Garantizan derecho de personas trans a votar

El protocolo partió del reconocimiento de los derechos político-electorales de toda la ciudadanía, en condiciones de igualdad. Cortesía
El protocolo partió del reconocimiento de los derechos político-electorales de toda la ciudadanía, en condiciones de igualdad. Cortesía

Las personas del colectivo LGBTTTI (lesbianas, gays, bisexuales, travestis, transgénero, transexuales e intersexuales), tienen los mismos derechos a votar y ser votadas, y su participación política debe ser garantizada, puesto que es uno de los principales medios con los que cuentan para hacerse escuchar, exigir sus derechos y expresar su voluntad.

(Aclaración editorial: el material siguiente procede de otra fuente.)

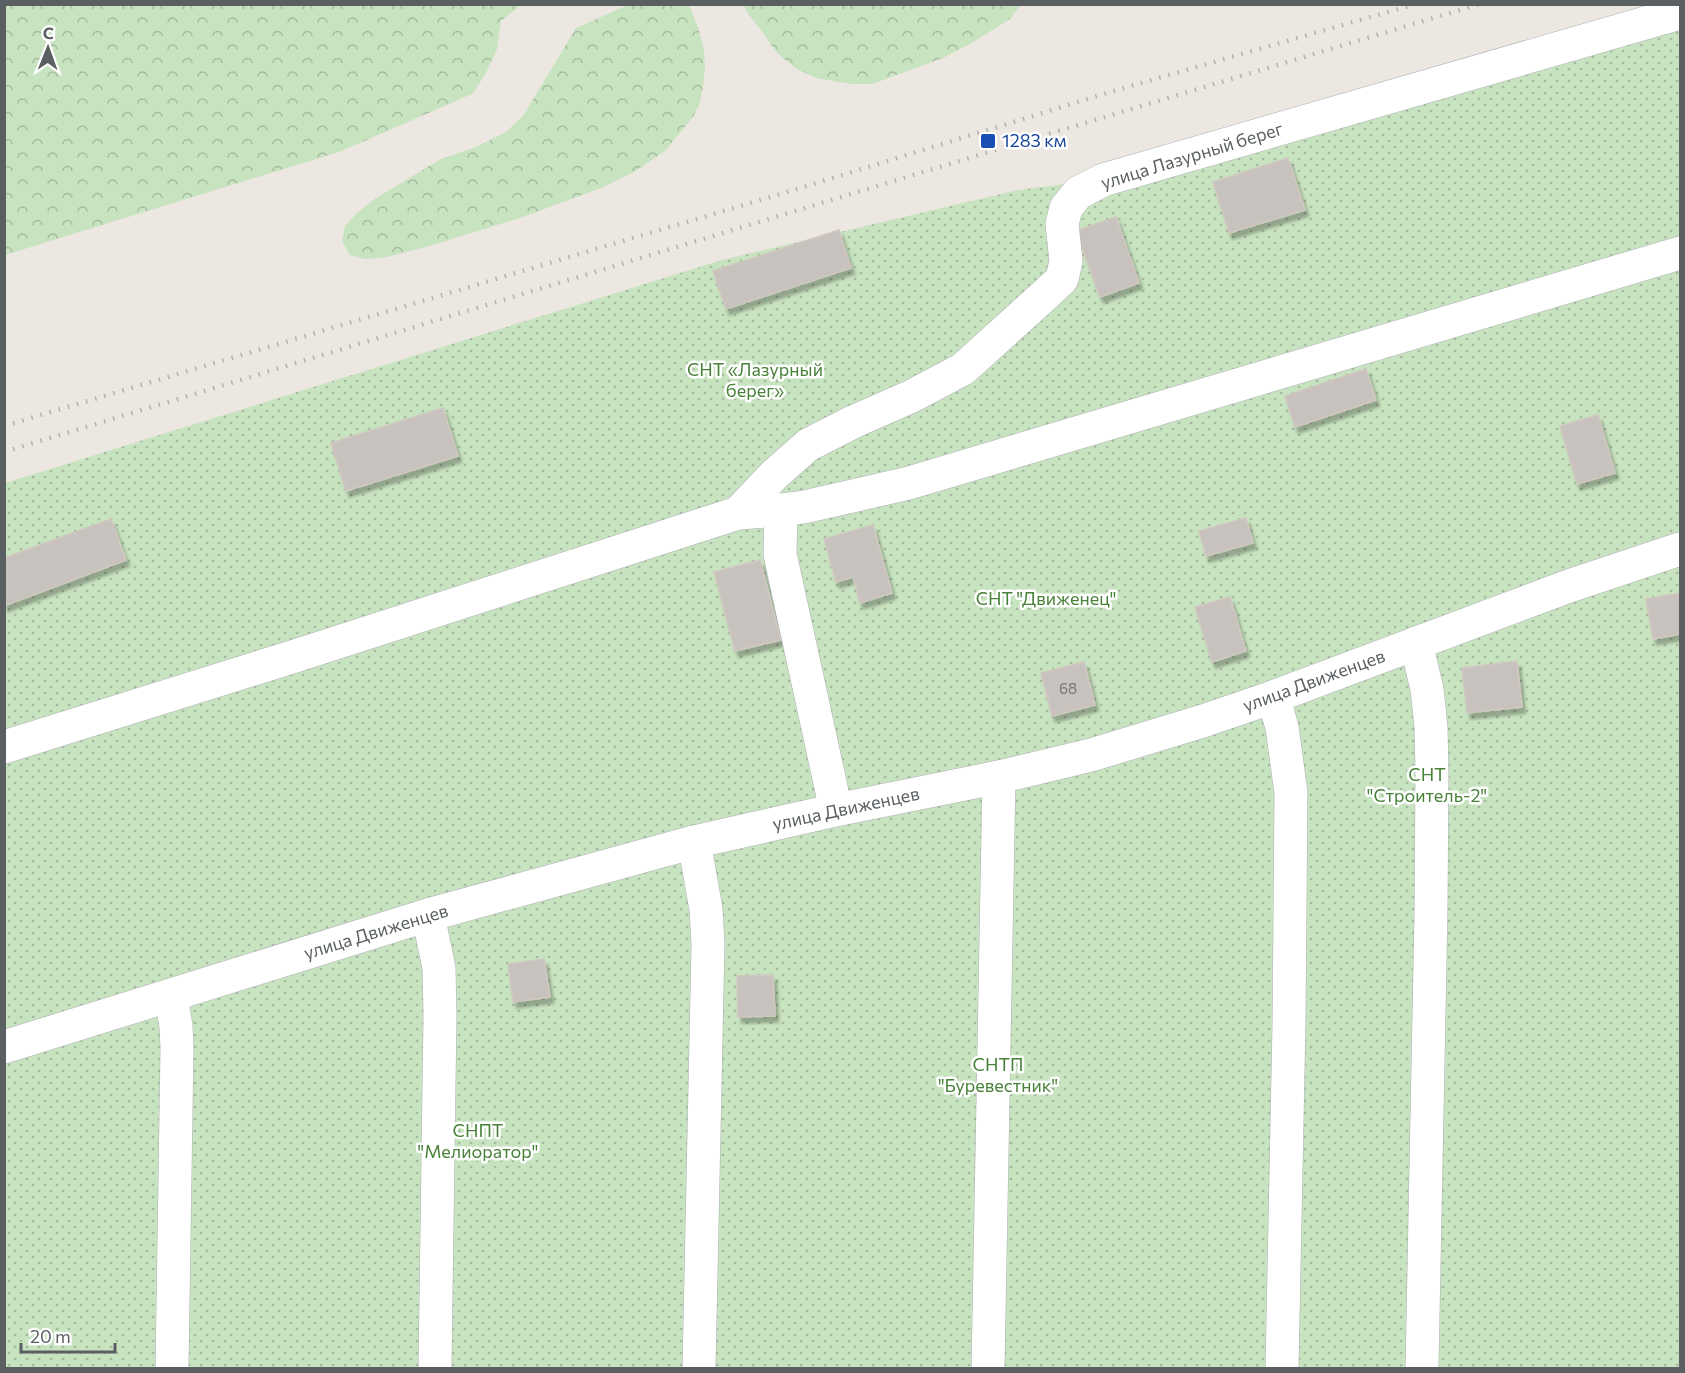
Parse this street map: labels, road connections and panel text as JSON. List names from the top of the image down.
{
  "streets": {
    "street": ["улица Лазурный берег", "улица Движенцев"]
  },
  "parks": [
    "СНТ «Лазурный берег»",
    "СНТ \"Движенец\"",
    "СНТ \"Строитель-2\"",
    "СНТП \"Буревестник\"",
    "СНПТ \"Мелиоратор\""
  ],
  "places": {
    "transit": ["1283 км"]
  },
  "house_numbers": ["68"],
  "scale_bar": "20 m",
  "north": "top"
}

Lo anterior, se manifiesta en el protocolo para adoptar las medidas tendientes a garantizar a las personas trans el ejercicio del voto en igualdad de condiciones y sin discriminación, en todos los tipos de elección y mecanismos de participación ciudadana, publicado por el Instituto Nacional Electoral (INE).

Dicho protocolo fue elaborado en 2018 debido a que con excepción de la Ciudad de México, Michoacán y Nayarit, los códigos civiles de los estados, incluyendo el federal, no tienen reformas que protejan y garanticen debidamente el derecho a la identidad de género autopercibida y libremente manifestada.

Sin embargo, la reforma constitucional en materia de derechos humanos de 2011 es clara respecto a la protección amplia de los derechos político-electorales, de los grupos de población históricamente discriminados, entre los que se encuentran las personas con identidades de género no normativas, entre ellas, el grupo trans.

De acuerdo a la Encuesta sobre Discriminación en la Ciudad de México 2017, la segunda causa más común de discriminación es la preferencia sexual; asimismo, las personas transgénero y transexuales se ubican en los lugares 24 y 31, respectivamente, de los 41 grupos de población que se consideran que mayor discriminación sufren.

El protocolo establece que el ejercicio del voto es un derecho político y una obligación ciudadana, por lo tanto las diversidades sexuales, en especial las relacionadas con las identidades de género, las orientaciones sexuales y las expresiones de género, no deben significar impedimento para el ejercicio del mismo.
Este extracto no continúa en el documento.